GSC: The last point we were wondering about was the teaching aspect because we
talked about the structure and the research aspect, but how do you see teaching
evolving? In general or in literature and language. You told us in your lecture
"University 2050" that languages, essentially that basic level language classes, would
be taught by robots or software.

OD: So what I hope and what I think is a bit mixed. So it's more what I hope than what I
think. What I hope is that there will be more supervision-like teaching and less teaching
undergraduate classes for the sake of teaching an undergraduate class. The undergraduate
level is the issue. I strongly believe that a lot of the hard work that faculty does with first
and second year undergraduate students, the basic Biology 101 class, most of this could be
done by advanced A.I. [Artificial Intelligence]. It would free up time for faculty, it would
make the institution much more flexible for students because then you would have to say
"whatever the time it takes you, these are the five modules you'll have to know by the end
and we'll test you on this. You can go home, take the iPad..." I think that's going to free up
the institution a lot. Maybe allow us to have less traffic, less blocked institutions.

Currently our institutions are blocked because we have to teach this many class, take that
many students, we have to occupy the students...it takes 90% of our energy just to keep this
up. If we use this for a lot of undergraduate students then maybe we'll free up for a lot of
other types of teaching. This would be my hope and I would also hope that the more
environments itself will become environments for learning. We could pull up a screen here
and look at things together while sitting at this table. We don't do enough of that. So I don't
think teaching the basic language-thing I don't think 20 years from now we will be doing
that. Computers will do that. They'll be more patient too.

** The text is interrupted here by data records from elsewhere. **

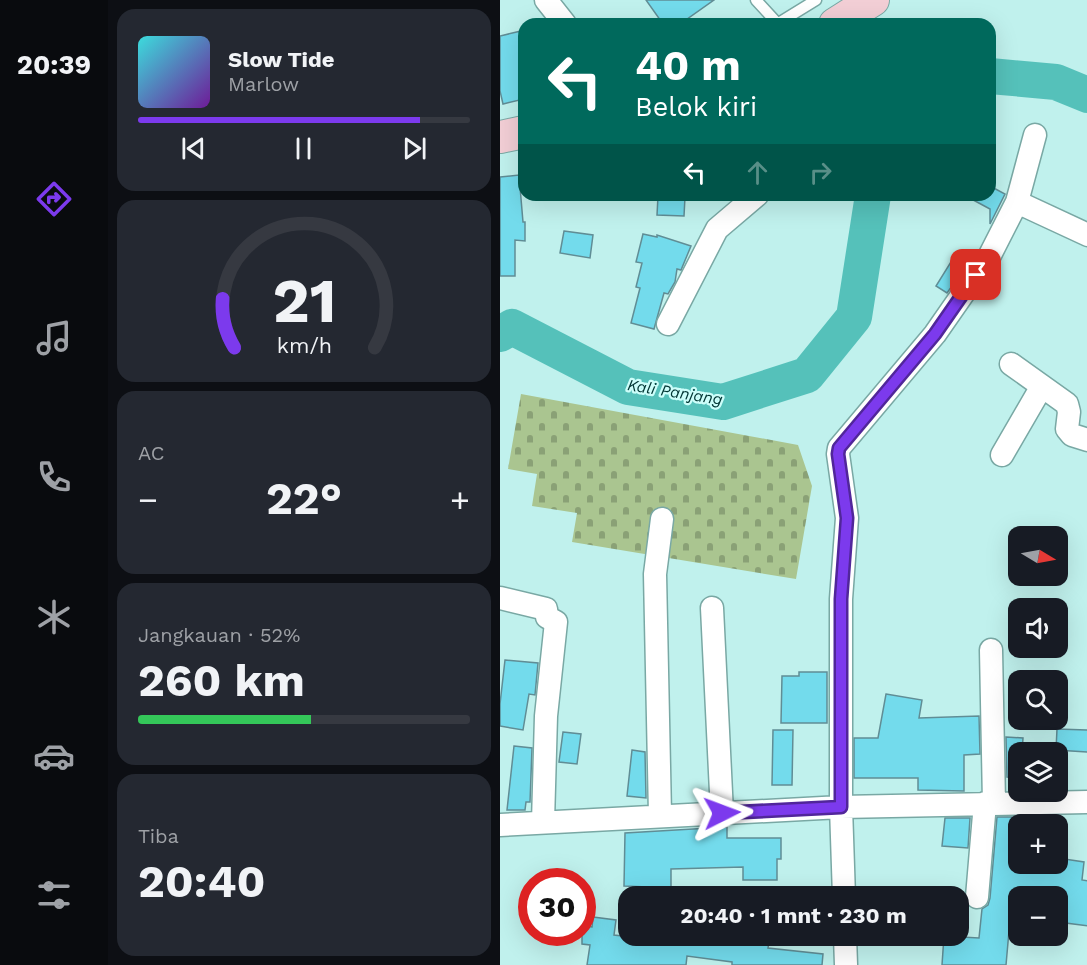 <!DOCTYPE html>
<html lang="id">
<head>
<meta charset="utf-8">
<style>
  :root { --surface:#171b24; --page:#242831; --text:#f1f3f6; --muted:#9ea1a6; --line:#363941; --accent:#7c3aed }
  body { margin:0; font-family:"Work Sans",sans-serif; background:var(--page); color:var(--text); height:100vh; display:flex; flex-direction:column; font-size:22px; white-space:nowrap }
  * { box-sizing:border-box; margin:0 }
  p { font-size:20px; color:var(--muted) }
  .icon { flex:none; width:33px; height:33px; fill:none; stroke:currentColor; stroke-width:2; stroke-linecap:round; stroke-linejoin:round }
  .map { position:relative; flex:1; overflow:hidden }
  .side { display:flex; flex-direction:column; gap:9px; padding:9px; background:#0d0f14; width:392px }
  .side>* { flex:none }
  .hud { position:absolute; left:18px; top:18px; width:478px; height:183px; border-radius:18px; box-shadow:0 6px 24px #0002; background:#00695c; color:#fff; overflow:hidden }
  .needle { width:39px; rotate:100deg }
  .controls { position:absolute; left:508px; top:526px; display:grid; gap:12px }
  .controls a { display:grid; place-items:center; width:60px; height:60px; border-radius:12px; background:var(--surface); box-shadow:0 6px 24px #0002; font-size:30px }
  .speed { position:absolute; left:18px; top:868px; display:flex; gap:12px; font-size:30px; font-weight:700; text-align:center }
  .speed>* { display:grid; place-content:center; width:78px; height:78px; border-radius:50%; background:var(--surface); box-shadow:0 6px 24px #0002; line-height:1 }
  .speed .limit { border:9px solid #d22; background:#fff; color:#111 }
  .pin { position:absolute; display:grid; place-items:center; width:51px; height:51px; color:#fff; margin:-26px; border-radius:12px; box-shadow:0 3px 9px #0006 }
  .me { position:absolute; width:66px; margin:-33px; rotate:87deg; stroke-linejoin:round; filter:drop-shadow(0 0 4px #0008) }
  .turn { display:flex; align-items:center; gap:21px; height:126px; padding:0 18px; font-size:27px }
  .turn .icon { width:78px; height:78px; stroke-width:2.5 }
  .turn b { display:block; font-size:42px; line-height:51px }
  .lanes { display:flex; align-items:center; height:57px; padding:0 18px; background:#0003; justify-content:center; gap:30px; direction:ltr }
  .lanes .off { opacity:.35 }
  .big { font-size:45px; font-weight:700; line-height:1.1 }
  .side .tile { flex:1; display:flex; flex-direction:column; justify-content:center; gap:9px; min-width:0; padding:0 21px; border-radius:18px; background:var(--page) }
  .side .dial { align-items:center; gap:0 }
  .dial svg { height:156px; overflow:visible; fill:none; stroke:var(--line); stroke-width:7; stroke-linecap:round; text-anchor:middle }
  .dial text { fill:var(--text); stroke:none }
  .song { display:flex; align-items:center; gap:18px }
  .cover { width:72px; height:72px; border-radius:9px; background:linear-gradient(135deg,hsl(180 70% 55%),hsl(280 70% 35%)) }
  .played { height:6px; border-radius:3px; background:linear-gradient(90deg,var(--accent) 85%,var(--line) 85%) }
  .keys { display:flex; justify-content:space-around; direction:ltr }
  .heat { display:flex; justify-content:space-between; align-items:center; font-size:33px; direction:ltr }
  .charge { height:9px; border-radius:4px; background:linear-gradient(90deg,#34c759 52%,var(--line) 0) }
  .trip { position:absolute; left:118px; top:886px; width:351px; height:60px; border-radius:18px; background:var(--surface); box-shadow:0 6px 24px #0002; font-weight:700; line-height:60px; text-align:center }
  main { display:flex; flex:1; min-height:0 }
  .dock { display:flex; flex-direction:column; width:108px; justify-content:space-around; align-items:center; background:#090b0e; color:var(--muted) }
  .dock .icon { width:42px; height:42px }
  .dock .current { color:var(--accent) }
  .dock b { font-size:27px; color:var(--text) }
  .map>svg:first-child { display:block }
  .cemetery { fill:url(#cemetery-stones) }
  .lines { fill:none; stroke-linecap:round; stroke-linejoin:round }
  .river { stroke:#55c1ba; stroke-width:36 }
  .building { fill:#73dbec; stroke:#608d95; stroke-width:1.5 }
  .service-casing { stroke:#79a8a4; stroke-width:13 }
  .minor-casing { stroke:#79a8a4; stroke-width:25 }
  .secondary-casing { stroke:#79a8a4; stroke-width:34 }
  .service { stroke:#fff; stroke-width:10 }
  .minor { stroke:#fff; stroke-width:22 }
  .secondary { stroke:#f2ced5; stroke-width:32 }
  .route-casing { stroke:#51269a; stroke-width:15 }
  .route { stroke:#7c3aed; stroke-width:10 }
  .labels { text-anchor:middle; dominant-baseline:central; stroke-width:4.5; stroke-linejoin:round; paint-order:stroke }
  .water-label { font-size:16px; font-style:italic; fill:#003533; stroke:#cdfefa }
</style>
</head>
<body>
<main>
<nav class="dock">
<b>20:39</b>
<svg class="icon current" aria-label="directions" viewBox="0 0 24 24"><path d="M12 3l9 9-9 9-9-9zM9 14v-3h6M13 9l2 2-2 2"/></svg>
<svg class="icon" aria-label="music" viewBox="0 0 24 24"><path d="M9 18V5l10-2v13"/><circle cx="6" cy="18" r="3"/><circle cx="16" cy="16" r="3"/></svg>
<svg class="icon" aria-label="phone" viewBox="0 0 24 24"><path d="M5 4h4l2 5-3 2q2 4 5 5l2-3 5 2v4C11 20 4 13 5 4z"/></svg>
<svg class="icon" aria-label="climate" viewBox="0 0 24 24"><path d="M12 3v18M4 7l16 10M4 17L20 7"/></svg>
<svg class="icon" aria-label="car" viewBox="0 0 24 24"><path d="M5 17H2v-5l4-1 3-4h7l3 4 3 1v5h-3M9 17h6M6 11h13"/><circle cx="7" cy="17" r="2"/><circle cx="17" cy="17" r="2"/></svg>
<svg class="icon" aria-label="filters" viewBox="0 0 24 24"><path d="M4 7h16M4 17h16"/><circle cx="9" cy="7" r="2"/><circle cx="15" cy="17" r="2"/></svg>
</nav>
<section class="side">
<div class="tile">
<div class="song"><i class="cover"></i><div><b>Slow Tide</b><p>Marlow</p></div></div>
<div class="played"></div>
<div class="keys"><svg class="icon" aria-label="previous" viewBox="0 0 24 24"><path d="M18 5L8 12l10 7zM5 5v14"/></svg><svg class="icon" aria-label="pause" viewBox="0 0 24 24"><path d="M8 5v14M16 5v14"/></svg><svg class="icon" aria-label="next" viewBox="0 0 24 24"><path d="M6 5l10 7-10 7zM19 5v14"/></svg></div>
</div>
<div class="tile dial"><svg viewBox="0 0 100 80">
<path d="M14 69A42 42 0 1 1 86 69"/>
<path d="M14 69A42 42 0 0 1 8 44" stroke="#7c3aed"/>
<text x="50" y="56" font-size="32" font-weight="700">21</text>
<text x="50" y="72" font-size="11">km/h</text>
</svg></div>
<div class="tile"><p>AC</p>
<div class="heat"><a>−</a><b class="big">22°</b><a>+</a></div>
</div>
<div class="tile"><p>Jangkauan · 52%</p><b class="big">260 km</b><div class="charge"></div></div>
<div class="tile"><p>Tiba</p><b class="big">20:40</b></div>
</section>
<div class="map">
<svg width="588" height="965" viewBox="0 0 588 965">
  <defs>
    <pattern id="cemetery-stones" width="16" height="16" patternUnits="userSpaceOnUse" patternTransform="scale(1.5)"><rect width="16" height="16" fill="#aac590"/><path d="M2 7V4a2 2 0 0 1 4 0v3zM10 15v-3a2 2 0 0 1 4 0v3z" fill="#8aa176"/></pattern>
  </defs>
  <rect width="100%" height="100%" fill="#c0f1ed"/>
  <path class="cemetery" d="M21,394L298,445L312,486L296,579L72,542L77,513L32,506L37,474L8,469Z"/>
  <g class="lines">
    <path class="river" d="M490,76L556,82L588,95
      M0,334L12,327L128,387L223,402L307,375L354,317L373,195"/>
  </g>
  <path class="building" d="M146,0H214L180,24H163Z
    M21,31L24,46V99L3,104L0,91V36Z
    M19,175L23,222H25V241L15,240V276H0V177Z
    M490,186L505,194L490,224V209L464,195H490Z
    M158,196L185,197L184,216L157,215Z
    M64,231L93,235L90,258L60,253Z
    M143,234L157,237V235L191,246L181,270L177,269L175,282L168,294L164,293L154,329L131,323L140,288L136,287L142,263L136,262Z
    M454,257L467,265L447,293L436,286Z
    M5,660L38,663L35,695L29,694L23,730L0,726V704Z
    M299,672H327V723H281L282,676H299Z
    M386,694L422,700L419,718L479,716L480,754L464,755V791L418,790V778H354V738H378Z
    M557,729L588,730V752L556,750Z
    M273,730H293L292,785H272Z
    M63,732L81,734L77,764L59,762Z
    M506,737L523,738L522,753H519V778L507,777Z
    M14,746L32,748L30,802H26L25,810H7Z
    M132,750L145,752L146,798L127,796Z
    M497,817H519V864H558V858L584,862L582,880L588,881V926L558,922V897H512L506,965H442L444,936L479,938L482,909L488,905L490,898Z
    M445,818H470L468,848L442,846Z
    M227,827V838H281V859H277V880H243V867L171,869V888L124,886L125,833Z
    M93,917L116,920L114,935L175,942L176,936H270L268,948L323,954L322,965H232V962L187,956L186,965H87L90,945L82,944V926L92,927Z"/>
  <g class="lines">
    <g class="service-casing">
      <path id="service" d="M256,0L278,24
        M277,24L316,0"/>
    </g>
    <g class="minor-casing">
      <path id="minor" d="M46,0L65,24
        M517,202L588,235
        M168,324L217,229L257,195
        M511,364L567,404L569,412L567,429L572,435L588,440
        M502,455L542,386
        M0,598L46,609L47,617L56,622L46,716L43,822
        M212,608L222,813
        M491,650L494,803
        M160,815L155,574L162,519
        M0,825L341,807L588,802
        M344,897L341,807V599L347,518L338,454L339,448L435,334L490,255L517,202L535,135
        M477,897L485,803
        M345,936L346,965"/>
    </g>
    <g class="secondary-casing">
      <path id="secondary" d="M335,24L373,0
        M0,137L24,132"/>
    </g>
    <use href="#service" class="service"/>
    <use href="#minor" class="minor"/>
    <use href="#secondary" class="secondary"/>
  </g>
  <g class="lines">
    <g class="route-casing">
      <path id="route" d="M222,813L341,807V599L347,518L338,454L339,448L435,334L476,275"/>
    </g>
    <use href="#route" class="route"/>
  </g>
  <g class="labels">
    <g class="water-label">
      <text transform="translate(175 392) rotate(9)">Kali Panjang</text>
    </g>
  </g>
</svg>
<div class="controls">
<a><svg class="needle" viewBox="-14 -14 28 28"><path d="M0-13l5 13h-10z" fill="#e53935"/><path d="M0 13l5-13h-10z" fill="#9ea1a6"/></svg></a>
<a><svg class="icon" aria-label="sound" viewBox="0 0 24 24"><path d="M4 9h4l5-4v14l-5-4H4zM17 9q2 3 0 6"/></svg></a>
<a><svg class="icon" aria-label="search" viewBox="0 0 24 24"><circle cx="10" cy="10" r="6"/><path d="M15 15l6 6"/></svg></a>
<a><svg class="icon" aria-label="layers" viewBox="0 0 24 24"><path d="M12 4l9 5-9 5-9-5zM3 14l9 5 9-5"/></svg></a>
<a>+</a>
<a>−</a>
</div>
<div class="speed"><div class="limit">30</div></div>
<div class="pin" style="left:476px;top:275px;background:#d93025"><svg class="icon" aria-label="arrive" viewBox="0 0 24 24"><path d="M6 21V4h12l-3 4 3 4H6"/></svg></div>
<svg class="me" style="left:222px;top:813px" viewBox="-20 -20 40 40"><path d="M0-17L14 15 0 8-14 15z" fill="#7c3aed" stroke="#fff" stroke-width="4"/></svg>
<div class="trip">20:40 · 1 mnt · 230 m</div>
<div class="hud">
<div class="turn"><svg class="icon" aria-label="left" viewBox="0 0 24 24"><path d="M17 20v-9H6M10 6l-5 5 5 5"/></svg><div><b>40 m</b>Belok kiri</div></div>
<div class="lanes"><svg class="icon" aria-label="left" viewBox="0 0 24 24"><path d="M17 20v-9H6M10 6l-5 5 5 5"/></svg><svg class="icon off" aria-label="ahead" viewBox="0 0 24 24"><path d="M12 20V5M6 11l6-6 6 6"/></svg><svg class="icon off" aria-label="right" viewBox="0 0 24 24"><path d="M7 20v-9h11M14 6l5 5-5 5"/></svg></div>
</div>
</div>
</main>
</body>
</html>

Even assessment, when you're teaching basic courses. How much of that needs to be done
by a human being? Not much.

We know that giving more freedom to students is very useful for very autonomous
students. It's very negative for students that need more structure. So we'll have to build
something about this. It's not a silver bullet. It's going to create other issues but hopefully I
think it's going to free up a lot of time. There's no point in transmitting information today.
You have it on the Internet. There's no point in me saying in a class, "Here's A, B, C, and D."

It's there, it exists. It's going to get better and better, more and more friendly, more and
more comprehensible.

But, to go back to my presentation, wisdom, ambiguity, creativity aspects of our human
relationships--that is what professors will be able to do and will still be invaluable in doing.
The coaching aspect, the management side of it. This is where you'll be valued as a faculty
member if you're able to provide that. There will still be sage on the stage because you
need that and there will still be lecturers for advanced, honors, whatever. Institutions are
big and caught in the structures.

GSC: Thank you very much for your time.